Well, technically maybe we should call them han characters as well. But then, they originated in a much older civilization. What did those people call themselves? I don't know, but we call them the Shang dynasty.


Brian: I think it just makes the characters Latin American.

Mark S.: I seem to remember reading somewhere that they weren't even called "italics" in Italy. Now that's humility!

Clayton: I guess we can compromise on "Han", but I think "Shang" is going too far. Shang:Han::Phœnecian:Roman, surely.


Personally, I'm finding myself drawn to "sinogram" as a (relatively) language-neutral translation of hanzi/kanji/hanja, but no-one else seems to like it.


I really love what she's doing.
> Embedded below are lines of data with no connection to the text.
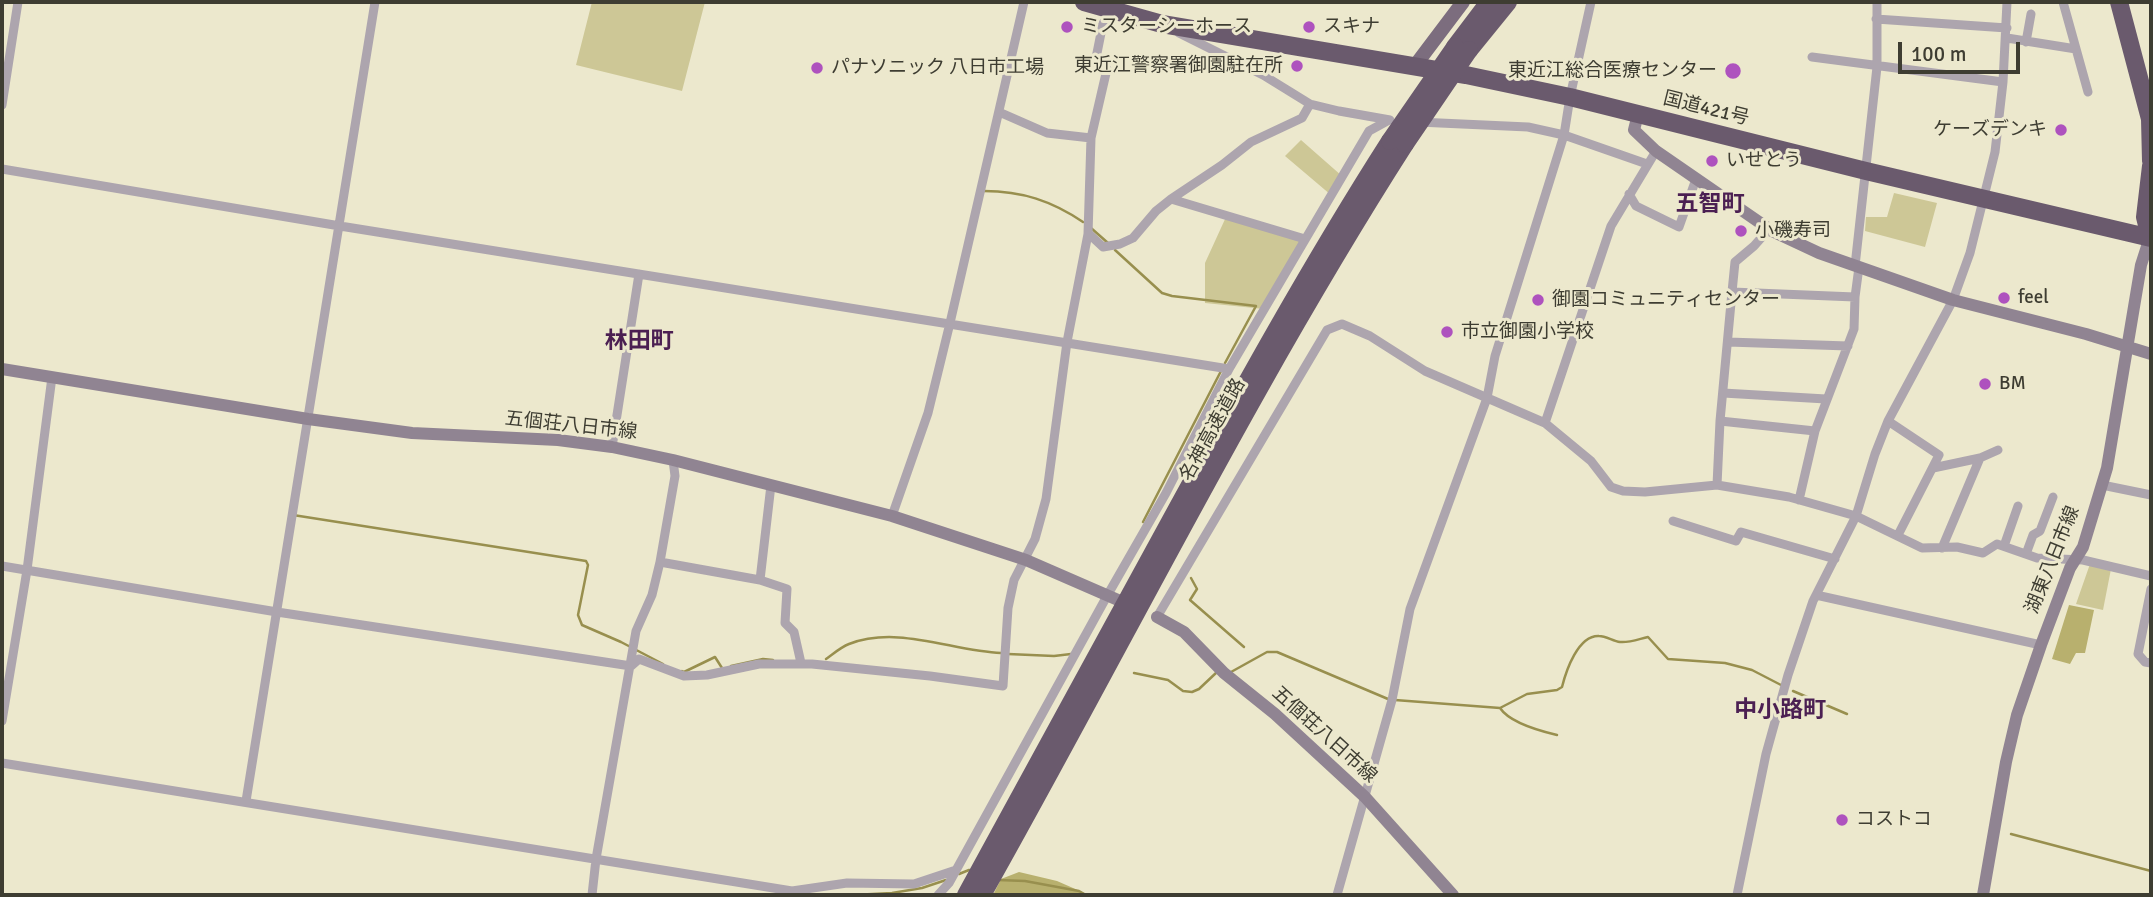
<!DOCTYPE html>
<meta charset="utf-8">
<style>
body{margin:0}
#map{position:relative;width:2153px;height:897px;overflow:hidden;background:#ece8cd;font-family:Signika,sans-serif}
canvas{display:block}
.frame{position:absolute;inset:0;border:4px solid #3e3d32;pointer-events:none}
.scale{position:absolute;left:1898px;top:42px;width:122px;height:32px;box-sizing:border-box;border:4px solid #3e3d32;border-top:0;padding-left:9px;font-size:21px;line-height:24px;white-space:nowrap;color:#3e3d32;-webkit-text-stroke:5px #ece8cd;paint-order:stroke}
</style>
<div id="map">
<canvas width="2153" height="897"></canvas>
<div class="frame"></div>
<div class="scale">100 m</div>
</div>
<script>
const ctx = document.querySelector('canvas').getContext('2d');
ctx.lineJoin = 'round';
function fill(path, color) { ctx.fillStyle = color; ctx.fill(path, 'evenodd'); }
function strokePath(path, color, width, dash) { ctx.strokeStyle = color; ctx.lineWidth = width; ctx.lineCap = dash ? 'butt' : 'round'; ctx.setLineDash(dash || []); ctx.stroke(path); }
function drawText(font, color, halo, rows, align = 'center') {
  ctx.font = font + ' Signika,"Noto Sans JP",sans-serif'; ctx.lineWidth = 6; ctx.setLineDash([]); ctx.textBaseline = 'middle'; ctx.strokeStyle = halo; ctx.fillStyle = color; for (const [text, x, y, turn = 0] of rows) {
    ctx.save(); ctx.translate(x, y); ctx.rotate((+turn || 0) * Math.PI / 180); ctx.textAlign = isNaN(turn) ? turn : align; if (halo) ctx.strokeText(text, 0, 0); ctx.fillText(text, 0, 0); ctx.restore();
  }
}
fill(new Path2D(`
 M592 2H705L682 91 576 65Z
 M1301 140 1342 176 1331 195 1285 156Z
 M1894 193 1937 203 1925 247 1865 231 1866 217H1887Z
 M1226 217 1305 239 1264 309 1205 303V263Z
 M2090 564 2111 569 2103 610 2076 604Z`), '#cdc796');
fill(new Path2D(`
 M2069 605 2094 610 2085 653H2076L2070 664 2052 659Z
 M1019 872 1057 881 1089 895H993L1001 879Z`), '#b8b06e');
strokePath(new Path2D(`
 M984 191C1022 191 1052 201 1083 222
 M1091 228 1108 243
 M1115 250 1162 293 1172 296 1256 306 1225 363
 M293 515 586 561 588 565 578 615 582 625 621 642 663 664
 M1143 522 1221 371
 M1191 578 1197 589 1190 600 1244 647
 M1008 654 1054 656 1071 654
 M826 659C833 654 841 647 849 644 898 625 952 651 1001 653
 M731 666 763 659 773 660
 M682 671 684 672 715 657 722 668
 M1231 672 1267 652H1277L1388 699
 M1134 673 1168 680 1183 691 1192 692 1199 689 1217 672
 M1793 691 1847 714
 M1395 700 1500 708 1527 694 1557 690 1562 687C1566 671 1578 635 1599 636 1606 636 1613 641 1620 642 1629 643 1639 639 1648 637L1668 659 1725 663 1752 670 1781 685
 M1500 708C1510 723 1540 731 1557 735
 M2011 834 2151 871
 M959 874 969 870 972 871
 M998 880 1025 881 1079 891 1086 895
 M853 895 892 893 922 888 946 880`), '#988f4e', 2.5);
strokePath(new Path2D(`
 M2063 2 2088 92
 M1876 19 2007 28
 M1179 33 1263 75 1310 104 1339 111 1390 120
 M2007 38 2076 49
 M2026 42 2031 14
 M1812 57 2003 82
 M2 105 18 2
 M999 112 1047 133 1091 138
 M1418 122 1528 127 1564 135 1647 164
 M2 169 340 226 1229 369
 M1629 194 1636 206 1679 227 1696 179
 M1171 199 1305 239
 M1088 233 1103 247 1120 244 1133 238 1156 211 1171 199 1222 165 1251 142 1302 118 1310 104
 M1855 266 1877 67V2
 M1732 292 1735 262 1754 246 1769 229
 M1728 342 1848 346
 M1723 393 1826 399
 M1720 421 1815 431
 M1888 421 1939 455 1898 535
 M1545 423 1591 461 1611 487 1623 491 1645 492 1717 485 1789 497 1856 516 1922 548 1957 547 1983 553 1997 544 2037 558 2083 560 2151 576
 M612 447 639 274
 M1933 468 1980 458 1998 450
 M1717 485 1720 421 1732 292 1855 297
 M2102 485 2151 495
 M1799 500 1815 431 1854 329 1855 297 1859 267
 M892 516 928 413 950 323 1024 2
 M1673 521 1736 541 1741 532 1835 559
 M2004 546 2018 506
 M1942 548 1980 458
 M2026 554 2033 535 2040 531 2053 497
 M660 562 760 580 787 589 785 623 794 632 801 663
 M2 566 277 612 631 666 639 659 684 676 707 675 759 664H812L930 676 1003 686 1008 608 1014 580 1035 539 1046 499 1067 342 1088 234 1091 138 1107 69 1095 63 1103 23 1117 11
 M760 580 771 485
 M2151 589 2138 654 2145 662 2151 663
 M1816 595 2041 645
 M1157 617 1327 330 1342 324 1370 336 1425 371 1545 423 1611 226 1656 151
 M2 721 27 570 52 377
 M2 763 792 891 847 883 914 884 956 870
 M246 801 375 2
 M592 895 596 859 636 631 652 595 660 562 675 476 673 460
 M938 895 949 883 1107 596 1166 493 1229 369 1369 131 1389 120
 M1337 895 1392 700 1410 609 1487 398 1495 356 1564 135 1570 97 1591 2
 M1737 895 1766 754 1788 675 1813 601 1856 516 1875 454 1888 421 1953 300 1970 253 1995 152 2003 82 2007 2`), '#ada5ae', 9);
strokePath(new Path2D(`
 M1638 114 1634 130 1656 151 1772 231 1819 253 1953 300 2086 334 2151 354
 M2 369 308 419 412 433 558 440 612 447 673 460 892 516 1026 560 1118 600
 M1157 617 1184 632 1224 673 1275 714 1365 797 1453 895
 M1983 895 2006 762 2017 715 2041 645 2070 568 2083 547 2107 468 2141 265 2150 237`), '#908492', 12);
strokePath(new Path2D(`
 M1414 67 1463 2`), '#7c6d7e', 14);
strokePath(new Path2D(`
 M1084 2 1162 24 1466 75 1570 97 1866 171 2151 238
 M2119 2 2150 119 2151 161
 M1455 47 1489 2
 M1469 50 1508 2
 M2150 237 2145 217 2151 166
 M966 895C1032 772 1100 650 1167 527 1238 397 1310 266 1390 141
 M982 895C1123 645 1250 386 1405 144`), '#6a5a6d', 18);
strokePath(new Path2D(`
 M1390 141 1455 47
 M1405 144 1469 50`), '#6a5a6d', 18);
for (const [x, y, r, color] of [
 [1067,27,7,"#ae52be"],
 [1309,27,7,"#ae52be"],
 [1297,66,7,"#ae52be"],
 [817,68,7,"#ae52be"],
 [1733,71,9,"#ae52be"],
 [2061,130,7,"#ae52be"],
 [1712,161,7,"#ae52be"],
 [1741,231,7,"#ae52be"],
 [2004,298,7,"#ae52be"],
 [1538,300,7,"#ae52be"],
 [1447,332,7,"#ae52be"],
 [1985,384,7,"#ae52be"],
 [1842,820,7,"#ae52be"]
]) { const dot = new Path2D(); dot.arc(x, y, r, 0, 2 * Math.PI); ctx.fillStyle = color; ctx.fill(dot); strokePath(dot, '#ece8cd', 2.5); }
drawText('19px', '#3e3d32', '#ece8cd', [
 ["ミスターシーホース",1081,27],
 ["スキナ",1323,27],
 ["東近江警察署御園駐在所",1283,66,"right"],
 ["パナソニック 八日市工場",831,68],
 ["東近江総合医療センター",1717,71,"right"],
 ["ケーズデンキ",2047,130,"right"],
 ["いせとう",1726,161],
 ["小磯寿司",1755,231],
 ["feel",2018,298],
 ["御園コミュニティセンター",1552,300],
 ["市立御園小学校",1461,332],
 ["BM",1999,384],
 ["コストコ",1856,820]
], 'left');
drawText('19px', '#3e3d32', '#ece8cd', [
 ["国道421号",1706,109,14],
 ["五個荘八日市線",571,426,6],
 ["名神高速道路",1213,430,-61],
 ["湖東八日市線",2053,560,-68],
 ["五個荘八日市線",1324,735,42]
]);
drawText('bold 23px', '#4b1f52', '#ece8cd', [
 ["五智町",1710,205],
 ["林田町",639,342],
 ["中小路町",1780,711]
]);
</script>
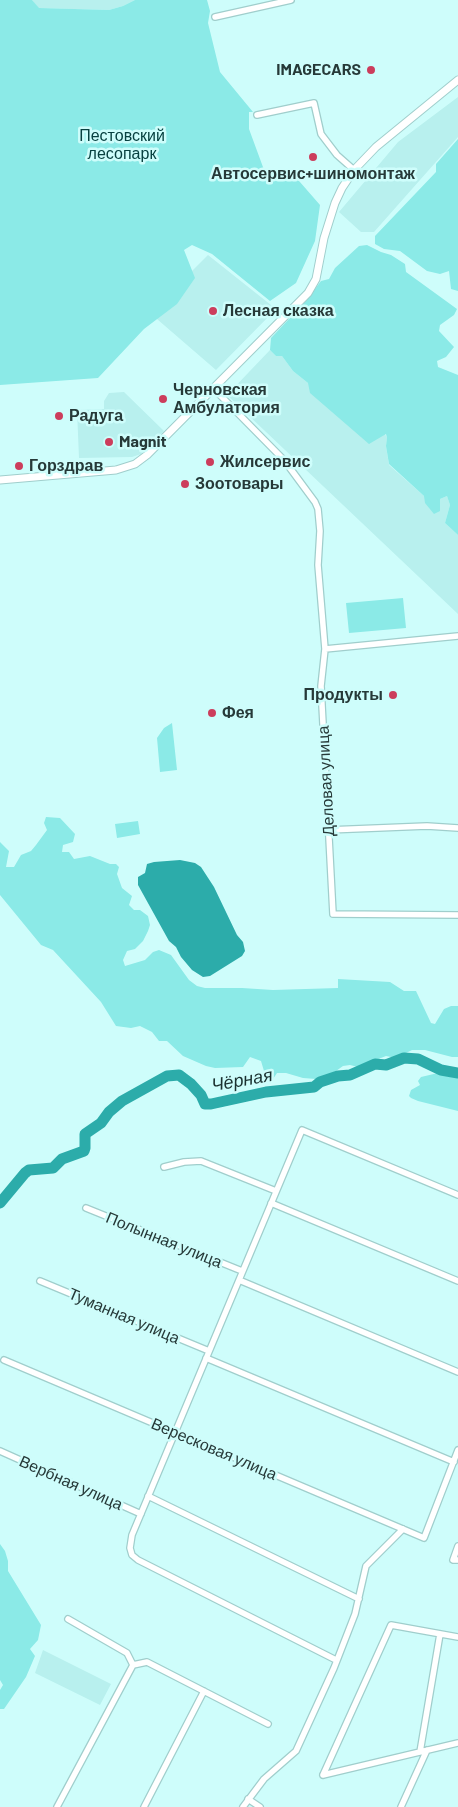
<!DOCTYPE html>
<html>
<head>
<meta charset="utf-8">
<style>
  body { margin:0 }
  canvas { display:block; background:#cefdfb }
</style>
</head>
<body>
<canvas width="458" height="1807"></canvas>
<script>
const ctx = document.querySelector('canvas').getContext('2d');
ctx.lineJoin = 'round';
function fillPath(path, color) { ctx.fillStyle = color; ctx.fill(path, 'evenodd'); }
const poly = rows => new Path2D(rows.map(r => 'M' + r).join(''));
function strokePath(path, color, width, dash) { ctx.strokeStyle = color; ctx.lineWidth = width; ctx.lineCap = dash ? 'butt' : 'round'; ctx.setLineDash(dash || []); ctx.stroke(path); }
function label(font, color, halo, rows, align = 'center') {
  ctx.font = font + ' Barlow,sans-serif'; ctx.lineWidth = 5; ctx.setLineDash([]); ctx.textBaseline = 'middle'; ctx.strokeStyle = halo; ctx.fillStyle = color; for (const [text, x, y, turn = 0] of rows) {
    ctx.save(); ctx.translate(x, y); ctx.rotate((+turn || 0) * Math.PI / 180); ctx.textAlign = isNaN(turn) ? turn : align; if (halo) ctx.strokeText(text, 0, 0); ctx.fillText(text, 0, 0); ctx.restore();
  }
}
const built = poly([
  [32,0,135,0,123,6,109,10,38,8],
  [458,97,458,137,374,232,361,232,339,212,398,142],
  [208,255,276,309,216,370,150,313],
  [270,350,276,356,282,356,293,371,308,383,385,434,387,438,386,446,389,465,424,496,440,499,447,496,450,505,445,523,458,535,458,614,227,395],
  [124,392,164,431,141,454,132,457,79,458,77,410,104,409,104,401,109,393],
  [43,1650,111,1684,100,1705,35,1673]
]);
const green = poly([
  [0,0,32,0,39,8,109,10,123,6,135,0,207,0,210,11,208,23,220,72,253,112,249,112,249,129,267,178,293,174,320,205,315,241,296,283,270,301,212,254,192,245,184,250,195,278,177,304,144,329,98,378,0,385],
  [458,139,458,291,451,289,449,271,440,274,427,271,400,251,384,249,375,244,375,236,436,172,436,164],
  [367,245,381,252,391,255,405,264,406,272,457,309,454,315,440,325,439,331,454,347,446,357,437,361,438,367,458,375,458,535,445,523,450,505,447,496,440,499,440,511,434,514,425,503,424,496,389,464,386,446,387,438,386,434,369,444,310,393,308,383,293,371,282,356,276,356,270,350,271,338,306,301,321,281,329,279,335,268,359,246],
  [403,598,406,628,349,633,346,603],
  [172,723,177,770,160,772,157,738,164,728],
  [46,817,60,818,75,834,73,842,63,845,62,852,69,852,74,859,90,856,110,864,116,864,119,867,117,874,122,888,132,896,129,905,134,910,140,910,148,916,150,925,148,931,143,941,135,949,127,951,123,960,125,966,145,960,153,952,159,950,171,955,189,980,197,986,205,988,242,988,273,990,338,988,338,979,390,982,404,991,416,991,431,1023,435,1024,444,1009,451,1006,458,1006,458,1057,452,1057,425,1050,412,1050,396,1058,386,1056,358,1067,350,1065,343,1066,329,1076,316,1079,303,1078,286,1073,277,1073,273,1079,264,1083,260,1080,264,1071,261,1061,250,1057,243,1067,215,1068,206,1066,183,1056,167,1041,159,1041,152,1032,140,1026,131,1028,116,1026,101,1002,53,950,41,945,0,895,0,842,9,851,6,867,14,867,21,855,31,851,36,845,47,830,44,823],
  [138,821,140,834,117,838,115,824],
  [438,1073,448,1074,458,1077,458,1111,418,1101,411,1098,409,1096,411,1090,420,1085,418,1081,421,1077],
  [0,1544,5,1551,8,1561,8,1571,41,1625,38,1640,30,1649,35,1656,26,1677,4,1709,0,1709,0,1690,3,1685,0,1680]
]);
const water = poly([
  [180,860,195,863,201,867,214,887,237,935,243,942,245,951,242,956,210,976,203,977,192,970,181,957,176,947,169,941,138,885,138,877,145,873,147,864,154,862]
]);
const river = poly([
  [0,1203,25,1173,29,1170,53,1168,62,1159,84,1151,85,1148,85,1134,101,1123,109,1112,122,1101,167,1076,179,1075,191,1084,201,1095,205,1104,211,1104,266,1092,314,1087,320,1082,338,1076,350,1075,375,1064,386,1065,404,1058,418,1059,441,1070,458,1073]
]);
const minor = poly([
  [215,17,291,0],
  [257,115,314,103,321,134,337,155,354,170],
  [214,389,284,460,315,502,318,509,320,531,318,565,325,649,321,686,333,914,458,915],
  [325,649,458,636],
  [328,830,427,826,458,828],
  [164,1167,184,1162,201,1161,276,1191],
  [271,1203,458,1281],
  [86,1208,242,1271],
  [239,1280,458,1372],
  [40,1281,209,1351],
  [206,1358,454,1462],
  [4,1360,424,1538,458,1450],
  [0,1451,141,1514],
  [148,1496,359,1599],
  [458,1546,453,1560,458,1560],
  [68,1619,127,1653,133,1665],
  [336,1660,138,1560,132,1555,130,1548,132,1535,302,1130,458,1195],
  [133,1665,147,1662,268,1724],
  [420,1752,440,1634],
  [323,1775,391,1625,458,1637],
  [323,1775,458,1743],
  [248,1799,260,1807],
  [57,1807,133,1665],
  [144,1807,204,1691],
  [243,1807,264,1779,296,1751,334,1668,355,1614,366,1566,403,1529],
  [401,1807,427,1750]
]);
const tertiary = poly([
  [0,480,116,470,135,464,147,455,308,293,316,279,324,238,335,203,342,188,354,170,376,147,458,80]
]);
const markers = [
  [371,70,5,"#cc3d5c"],
  [313,157,5,"#cc3d5c"],
  [213,311,5,"#cc3d5c"],
  [163,399,5,"#cc3d5c"],
  [59,416,5,"#cc3d5c"],
  [109,442,5,"#cc3d5c"],
  [210,462,5,"#cc3d5c"],
  [19,466,5,"#cc3d5c"],
  [185,484,5,"#cc3d5c"],
  [393,695,5,"#cc3d5c"],
  [212,713,5,"#cc3d5c"]
];
const poiNames = [
  ["IMAGECARS",361,70,"right"],
  ["Автосервис+шиномонтаж",313,174,"center"],
  ["Лесная сказка",223,311],
  ["Черновская",173,390],
  ["Амбулатория",173,408],
  ["Радуга",69,416],
  ["Magnit",119,442],
  ["Жилсервис",220,462],
  ["Горздрав",29,466],
  ["Зоотовары",195,484],
  ["Продукты",383,695,"right"],
  ["Фея",222,713]
];
const parkNames = [
  ["Пестовский",122,136],
  ["лесопарк",122,154]
];
const streetNames = [
  ["Деловая улица",326,781,-93],
  ["Полынная улица",164,1240,22],
  ["Туманная улица",124,1316,23],
  ["Вересковая улица",214,1449,23],
  ["Вербная улица",71,1483,24]
];
const waterNames = [
  ["Чёрная",242,1080,-10]
];
fillPath(built, '#b8f0ee');
fillPath(green, '#8beae7');
fillPath(water, '#2cacaa');
strokePath(river, '#2cacaa', 11);
strokePath(minor, '#a0cecc', 8);
strokePath(tertiary, '#a0cecc', 9);
strokePath(minor, '#fff', 5.5);
strokePath(tertiary, '#fff', 7);
for (const [x, y, r, color] of markers) { const dot = new Path2D(); dot.arc(x, y, r, 0, 2 * Math.PI); ctx.fillStyle = color; ctx.fill(dot); strokePath(dot, '#cefdfb', 2); }
label('bold 16px', '#263938', '#cefdfb', poiNames, 'left');
label('16px', '#084140', '#cefdfb', parkNames);
label('16px', '#263938', '#cefdfb', streetNames);
label('italic 18px', '#1a302f', '#cefdfb', waterNames);
</script>
</body>
</html>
Brill.

As for her commentary on it, though...

Just goes to prove once again the validity of what I've always said about authors and actors and "artistes" in general:

They should do their thing and keep their mouths shut.

More English speakers understand "Chinese characters" than "Kanji" or "Hanzi" or even probably "ideogram" (or "sinogram"...sorry, Tim). That's how I first learned to call them and how I still refer to them if I think the person I'm talking to won't know the other terms.

And nothing the fair Ms Tomomi Kunishige does or says is going to change that.


Matt, the etyomology of italic is recorded thusly:

1612, from L. italicus "Italian;" so called because it was introduced in 1501 by Aldus Manutius, printer of Venice (who also gave his name to Aldine), and first used in an edition of Virgil dedicated to Italy. Earlier (1571) the word was used for the plain, sloping style of handwriting, as opposed to Gothic. Italicize "to print in italics" (for emphasis, etc.) is from 1795.